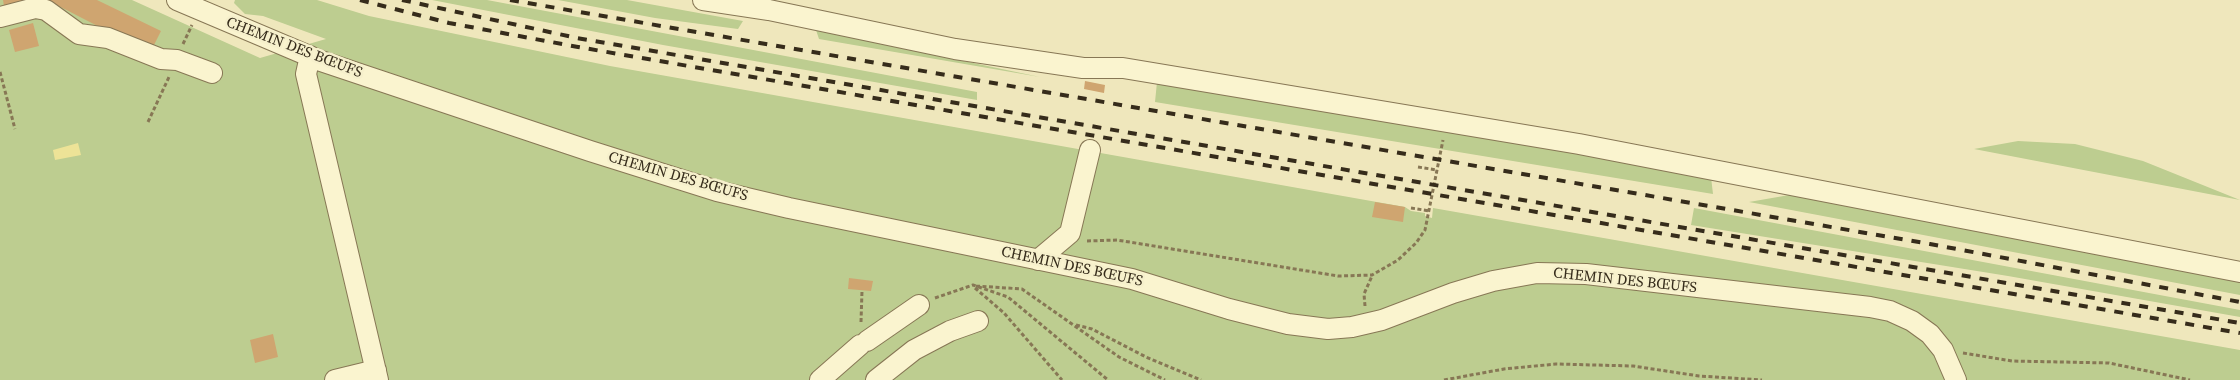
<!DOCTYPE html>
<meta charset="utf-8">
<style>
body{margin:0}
canvas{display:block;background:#efe7bc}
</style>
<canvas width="2240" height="380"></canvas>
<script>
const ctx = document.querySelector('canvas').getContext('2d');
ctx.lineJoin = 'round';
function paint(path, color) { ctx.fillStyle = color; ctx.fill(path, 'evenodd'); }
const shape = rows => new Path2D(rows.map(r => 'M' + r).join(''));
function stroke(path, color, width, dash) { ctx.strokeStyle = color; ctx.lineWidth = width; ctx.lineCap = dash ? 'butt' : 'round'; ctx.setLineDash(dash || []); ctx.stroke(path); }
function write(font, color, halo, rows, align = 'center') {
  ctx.font = font + ' "Source Serif 4",serif'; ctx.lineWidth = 5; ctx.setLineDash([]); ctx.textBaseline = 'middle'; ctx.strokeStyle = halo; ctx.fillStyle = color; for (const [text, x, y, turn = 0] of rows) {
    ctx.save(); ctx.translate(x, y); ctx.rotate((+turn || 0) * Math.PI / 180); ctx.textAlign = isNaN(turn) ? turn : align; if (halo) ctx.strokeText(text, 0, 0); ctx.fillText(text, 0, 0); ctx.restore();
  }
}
const green = shape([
 [0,0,132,0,260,58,326,39,263,16,245,14,234,3,235,0,317,0,369,16,610,66,1405,207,1411,211,1425,213,1425,216,1432,218,1433,208,2240,350,2240,380,0,380],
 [432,0,487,0,977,92,977,100,663,45],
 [558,0,627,0,743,21,738,29,655,18],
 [816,30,1040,77,819,39],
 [1157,82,1711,177,1713,194,1155,102],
 [2018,141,2075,144,2143,161,2240,200,1974,149],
 [1795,194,2240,279,2240,295,1749,202],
 [1694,208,2240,310,2240,317,2008,276,1691,225]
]);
const sand = shape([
 [78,143,81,155,55,160,53,150]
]);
const building = shape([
 [3,0,25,0,25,1,4,6],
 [47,0,97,0,161,31,150,53],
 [33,23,39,46,15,52,9,30],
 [1085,81,1105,85,1104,93,1084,89],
 [1375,202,1405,207,1403,222,1372,217],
 [849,278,873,281,871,291,848,289],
 [273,334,278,357,255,363,250,340]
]);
const path = shape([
 [183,44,192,25],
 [0,72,15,129],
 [148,122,169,77],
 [1418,167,1437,170],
 [1411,208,1430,211],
 [1087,241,1117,240,1338,276,1372,275,1398,260,1416,243,1425,230,1443,140],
 [976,286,1022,289,1119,357,1165,380],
 [975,288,1004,313,1062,380],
 [935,298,973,285,1008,297,1108,380],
 [1365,306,1364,294,1372,276],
 [861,322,862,291],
 [1076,325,1092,329,1146,357,1201,380],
 [1963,353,2012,361,2109,363,2190,380],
 [1444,380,1504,369,1556,364,1633,366,1699,376,1762,380]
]);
const minor = shape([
 [177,0,321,61,590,151,717,191,789,208,1132,279,1229,309,1288,324,1328,329,1352,327,1382,320,1453,293,1493,281,1537,273,1586,274,1870,307,1890,311,1912,321,1930,334,1943,350,1956,380],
 [703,0,769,10,955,49,1083,68,1123,68,1579,144,2240,272],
 [0,17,35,8,46,10,79,34,108,38,161,59,177,60,212,73],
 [310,56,306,74,378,380],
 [1038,260,1070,233,1090,150],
 [867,341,919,305],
 [335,380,376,370],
 [820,380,860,345],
 [876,380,914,350,950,331,978,321]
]);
const rail = shape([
 [360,0,449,23,578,47,2240,333],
 [402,0,577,38,2240,323],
 [510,0,1930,244,2240,302]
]);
const streetNames = [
 ["CHEMIN DES BŒUFS",294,48,21],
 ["CHEMIN DES BŒUFS",678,177,16],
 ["CHEMIN DES BŒUFS",1072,267,12],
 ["CHEMIN DES BŒUFS",1625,281,6]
];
paint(green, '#bdcd90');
paint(sand, '#ede397');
paint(building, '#cfa570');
stroke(minor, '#877755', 22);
stroke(path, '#877755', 3, [4, 2.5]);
stroke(minor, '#faf4cf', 20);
stroke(rail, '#362c1b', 4, [9, 9]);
write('15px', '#362c1b', '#f6f0cc', streetNames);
</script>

◇ ◇ ◇ ◇ ◇

Lines above that include the string "align" need to be copied.

function write(font, color, halo, rows, align = 'center') {
    ctx.save(); ctx.translate(x, y); ctx.rotate((+turn || 0) * Math.PI / 180); ctx.textAlign = isNaN(turn) ? turn : align; if (halo) ctx.strokeText(text, 0, 0); ctx.fillText(text, 0, 0); ctx.restore();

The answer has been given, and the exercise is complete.